Quem diria que uma pequena aldeia nos confins de uma ilha japonesa se tornaria exemplo mundial em reciclagem de lixo? A sabedoria milenar que conseguiu plantar arroz no meio da floresta dá agora à vila de Kamikatsu, na ilha de Shikoku, a possibilidade de se transformar na primeira comunidade japonesa com zero desperdício.
Tudo começou com a dificuldade da prefeitura local em incinerar todo o lixo produzido na região. Ficou impossível respeitar o controle do nível de dioxinas (substâncias altamente tóxicas) produzidas pelo processo de incineração de todo o material descartado. Em 2001, o prefeito decidiu então parar de investir nesses equipamentos e implementou o Projeto Resíduo Zero.

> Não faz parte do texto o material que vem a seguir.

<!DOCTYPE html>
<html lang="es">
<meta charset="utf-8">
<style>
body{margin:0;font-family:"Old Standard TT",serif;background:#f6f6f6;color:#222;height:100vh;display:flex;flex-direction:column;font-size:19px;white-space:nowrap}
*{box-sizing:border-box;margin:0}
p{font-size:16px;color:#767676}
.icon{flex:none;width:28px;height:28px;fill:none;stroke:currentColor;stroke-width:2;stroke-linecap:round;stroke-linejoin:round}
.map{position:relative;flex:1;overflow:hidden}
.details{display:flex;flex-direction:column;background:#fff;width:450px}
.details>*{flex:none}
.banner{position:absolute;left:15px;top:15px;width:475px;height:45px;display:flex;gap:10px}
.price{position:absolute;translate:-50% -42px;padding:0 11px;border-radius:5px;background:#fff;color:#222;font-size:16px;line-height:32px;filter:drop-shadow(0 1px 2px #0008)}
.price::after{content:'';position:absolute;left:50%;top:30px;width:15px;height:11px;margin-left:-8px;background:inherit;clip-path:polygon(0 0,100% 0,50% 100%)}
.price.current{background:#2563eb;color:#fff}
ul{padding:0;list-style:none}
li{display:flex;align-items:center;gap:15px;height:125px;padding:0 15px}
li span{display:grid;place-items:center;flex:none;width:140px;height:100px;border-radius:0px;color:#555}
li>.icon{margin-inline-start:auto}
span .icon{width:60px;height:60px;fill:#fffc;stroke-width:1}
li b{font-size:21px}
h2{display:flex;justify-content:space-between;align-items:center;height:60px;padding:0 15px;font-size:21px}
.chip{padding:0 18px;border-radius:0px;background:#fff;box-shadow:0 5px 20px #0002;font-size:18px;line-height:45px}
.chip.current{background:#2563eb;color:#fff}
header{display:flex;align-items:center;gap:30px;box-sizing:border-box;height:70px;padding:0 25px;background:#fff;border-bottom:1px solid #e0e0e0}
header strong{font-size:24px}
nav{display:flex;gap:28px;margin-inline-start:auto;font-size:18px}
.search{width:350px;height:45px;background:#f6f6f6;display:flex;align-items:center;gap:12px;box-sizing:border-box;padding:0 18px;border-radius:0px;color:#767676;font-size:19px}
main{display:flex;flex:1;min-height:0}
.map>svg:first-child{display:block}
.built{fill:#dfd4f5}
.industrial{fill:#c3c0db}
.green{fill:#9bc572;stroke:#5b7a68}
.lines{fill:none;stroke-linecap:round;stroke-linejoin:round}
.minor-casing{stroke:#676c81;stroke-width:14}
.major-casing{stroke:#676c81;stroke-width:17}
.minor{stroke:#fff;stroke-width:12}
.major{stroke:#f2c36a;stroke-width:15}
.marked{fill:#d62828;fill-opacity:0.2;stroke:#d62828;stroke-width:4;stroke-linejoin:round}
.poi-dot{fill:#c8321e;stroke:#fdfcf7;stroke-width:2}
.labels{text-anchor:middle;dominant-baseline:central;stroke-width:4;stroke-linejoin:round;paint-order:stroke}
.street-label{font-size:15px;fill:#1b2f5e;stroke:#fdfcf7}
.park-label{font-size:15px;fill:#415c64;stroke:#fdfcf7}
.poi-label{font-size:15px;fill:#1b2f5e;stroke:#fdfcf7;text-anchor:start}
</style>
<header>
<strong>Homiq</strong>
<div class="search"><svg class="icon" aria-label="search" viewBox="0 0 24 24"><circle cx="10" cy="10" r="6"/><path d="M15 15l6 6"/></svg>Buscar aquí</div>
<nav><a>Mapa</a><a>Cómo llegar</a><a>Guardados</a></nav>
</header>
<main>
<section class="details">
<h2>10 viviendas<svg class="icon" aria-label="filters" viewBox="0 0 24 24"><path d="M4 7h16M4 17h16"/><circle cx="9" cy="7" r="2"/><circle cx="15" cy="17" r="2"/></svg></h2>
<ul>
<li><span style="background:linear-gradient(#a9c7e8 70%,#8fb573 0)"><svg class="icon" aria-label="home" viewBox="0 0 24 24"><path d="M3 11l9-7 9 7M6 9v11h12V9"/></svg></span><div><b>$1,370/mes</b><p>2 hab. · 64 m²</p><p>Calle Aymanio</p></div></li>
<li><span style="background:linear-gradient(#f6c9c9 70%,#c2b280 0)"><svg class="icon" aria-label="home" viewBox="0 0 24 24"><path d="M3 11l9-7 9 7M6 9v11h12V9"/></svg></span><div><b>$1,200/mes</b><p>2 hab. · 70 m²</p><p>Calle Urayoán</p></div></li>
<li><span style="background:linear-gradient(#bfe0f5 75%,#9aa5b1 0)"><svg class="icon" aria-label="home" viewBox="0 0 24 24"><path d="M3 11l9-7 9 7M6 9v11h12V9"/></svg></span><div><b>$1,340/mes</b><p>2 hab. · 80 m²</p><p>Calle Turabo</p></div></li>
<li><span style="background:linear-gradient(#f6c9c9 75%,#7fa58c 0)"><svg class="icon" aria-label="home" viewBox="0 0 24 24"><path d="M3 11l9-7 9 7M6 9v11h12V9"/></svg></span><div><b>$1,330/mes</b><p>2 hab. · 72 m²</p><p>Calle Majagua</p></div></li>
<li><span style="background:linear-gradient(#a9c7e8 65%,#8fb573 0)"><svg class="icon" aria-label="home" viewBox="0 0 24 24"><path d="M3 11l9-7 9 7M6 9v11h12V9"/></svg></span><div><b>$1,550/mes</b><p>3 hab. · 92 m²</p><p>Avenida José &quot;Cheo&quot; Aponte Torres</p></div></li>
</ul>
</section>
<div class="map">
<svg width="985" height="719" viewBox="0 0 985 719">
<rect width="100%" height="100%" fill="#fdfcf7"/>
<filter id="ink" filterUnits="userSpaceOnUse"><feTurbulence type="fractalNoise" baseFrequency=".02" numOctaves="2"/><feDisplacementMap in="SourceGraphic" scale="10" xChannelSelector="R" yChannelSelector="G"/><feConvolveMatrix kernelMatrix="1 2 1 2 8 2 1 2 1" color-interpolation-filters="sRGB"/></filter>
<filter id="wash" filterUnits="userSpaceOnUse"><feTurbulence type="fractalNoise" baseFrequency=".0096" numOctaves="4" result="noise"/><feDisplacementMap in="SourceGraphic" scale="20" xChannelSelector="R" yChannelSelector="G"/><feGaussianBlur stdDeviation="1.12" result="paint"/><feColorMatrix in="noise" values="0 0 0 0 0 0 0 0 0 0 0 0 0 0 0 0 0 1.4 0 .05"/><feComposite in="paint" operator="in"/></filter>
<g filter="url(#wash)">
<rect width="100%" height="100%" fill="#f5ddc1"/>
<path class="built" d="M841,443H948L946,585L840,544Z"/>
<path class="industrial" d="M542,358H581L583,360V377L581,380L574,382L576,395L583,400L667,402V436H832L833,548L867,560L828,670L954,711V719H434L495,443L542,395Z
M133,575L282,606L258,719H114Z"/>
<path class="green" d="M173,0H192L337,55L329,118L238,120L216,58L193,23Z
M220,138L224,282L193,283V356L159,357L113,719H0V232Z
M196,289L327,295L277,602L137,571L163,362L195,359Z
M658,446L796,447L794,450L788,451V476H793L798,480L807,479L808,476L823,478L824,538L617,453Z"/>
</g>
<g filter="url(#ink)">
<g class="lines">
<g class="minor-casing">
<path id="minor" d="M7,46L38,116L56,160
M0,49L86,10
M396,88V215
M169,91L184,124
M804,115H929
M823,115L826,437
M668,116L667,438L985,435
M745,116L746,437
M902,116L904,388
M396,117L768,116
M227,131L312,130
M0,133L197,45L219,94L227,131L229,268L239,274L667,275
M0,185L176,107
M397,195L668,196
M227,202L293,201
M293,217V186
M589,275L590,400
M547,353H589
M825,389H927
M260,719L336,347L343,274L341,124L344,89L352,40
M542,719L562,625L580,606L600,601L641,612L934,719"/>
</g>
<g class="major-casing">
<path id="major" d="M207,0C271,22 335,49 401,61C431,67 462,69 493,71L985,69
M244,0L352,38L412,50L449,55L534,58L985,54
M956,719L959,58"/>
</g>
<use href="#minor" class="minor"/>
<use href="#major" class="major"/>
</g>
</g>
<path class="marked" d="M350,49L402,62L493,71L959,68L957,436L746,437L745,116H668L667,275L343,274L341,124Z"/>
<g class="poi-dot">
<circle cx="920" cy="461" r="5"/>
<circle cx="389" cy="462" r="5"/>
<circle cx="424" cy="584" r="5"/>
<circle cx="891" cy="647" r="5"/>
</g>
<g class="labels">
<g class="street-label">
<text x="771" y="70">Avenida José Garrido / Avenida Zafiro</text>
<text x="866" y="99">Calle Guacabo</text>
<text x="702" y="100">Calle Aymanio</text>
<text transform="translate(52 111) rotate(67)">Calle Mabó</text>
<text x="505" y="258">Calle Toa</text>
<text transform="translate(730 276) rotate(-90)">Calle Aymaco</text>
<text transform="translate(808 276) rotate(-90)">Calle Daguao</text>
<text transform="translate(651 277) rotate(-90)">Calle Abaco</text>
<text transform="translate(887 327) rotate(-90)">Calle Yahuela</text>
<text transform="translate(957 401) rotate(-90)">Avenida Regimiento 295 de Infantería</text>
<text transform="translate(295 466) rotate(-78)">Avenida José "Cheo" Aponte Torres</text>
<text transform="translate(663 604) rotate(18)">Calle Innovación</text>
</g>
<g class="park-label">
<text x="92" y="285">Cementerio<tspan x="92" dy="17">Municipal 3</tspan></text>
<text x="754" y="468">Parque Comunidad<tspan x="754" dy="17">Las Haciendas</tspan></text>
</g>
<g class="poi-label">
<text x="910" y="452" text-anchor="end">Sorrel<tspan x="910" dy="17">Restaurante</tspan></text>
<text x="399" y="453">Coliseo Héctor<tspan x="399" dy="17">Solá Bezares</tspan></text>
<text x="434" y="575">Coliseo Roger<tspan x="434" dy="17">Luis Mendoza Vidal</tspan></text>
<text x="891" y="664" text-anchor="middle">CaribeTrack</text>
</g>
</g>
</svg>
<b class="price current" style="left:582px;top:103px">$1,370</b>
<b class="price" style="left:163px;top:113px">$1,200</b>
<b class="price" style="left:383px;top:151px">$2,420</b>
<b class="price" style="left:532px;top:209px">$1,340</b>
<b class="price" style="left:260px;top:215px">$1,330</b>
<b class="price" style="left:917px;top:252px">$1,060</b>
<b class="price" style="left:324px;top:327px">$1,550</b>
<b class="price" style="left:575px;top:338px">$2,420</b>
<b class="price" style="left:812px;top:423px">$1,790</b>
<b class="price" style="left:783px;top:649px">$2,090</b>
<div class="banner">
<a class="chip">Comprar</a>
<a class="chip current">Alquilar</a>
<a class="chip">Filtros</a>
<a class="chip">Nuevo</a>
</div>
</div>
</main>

A partir do ano seguinte, os 2.000 habitantes da aldeia passaram a selecionar, em suas próprias casas, todo o lixo em 34 categorias. Olha o trabalho que dá: as garrafas devem ser separadas de suas tampas e classificadas por cores e substâncias que abrigavam. Todas elas, além de latas e embalagens de plástico, devem ser lavadas. Jornais e revistas são organizados em pacotes amarrados com um fio fabricado a partir de caixas de leite recicladas. Até os pauzinhos de madeira são descascados e transformados em papel.
Os materiais são entregues no único centro de coleta da cidade, a Academia Resíduo Zero. O que é orgânico é transformado em adubo nas próprias casas dos moradores: praticamente todas elas contam com uma composteira.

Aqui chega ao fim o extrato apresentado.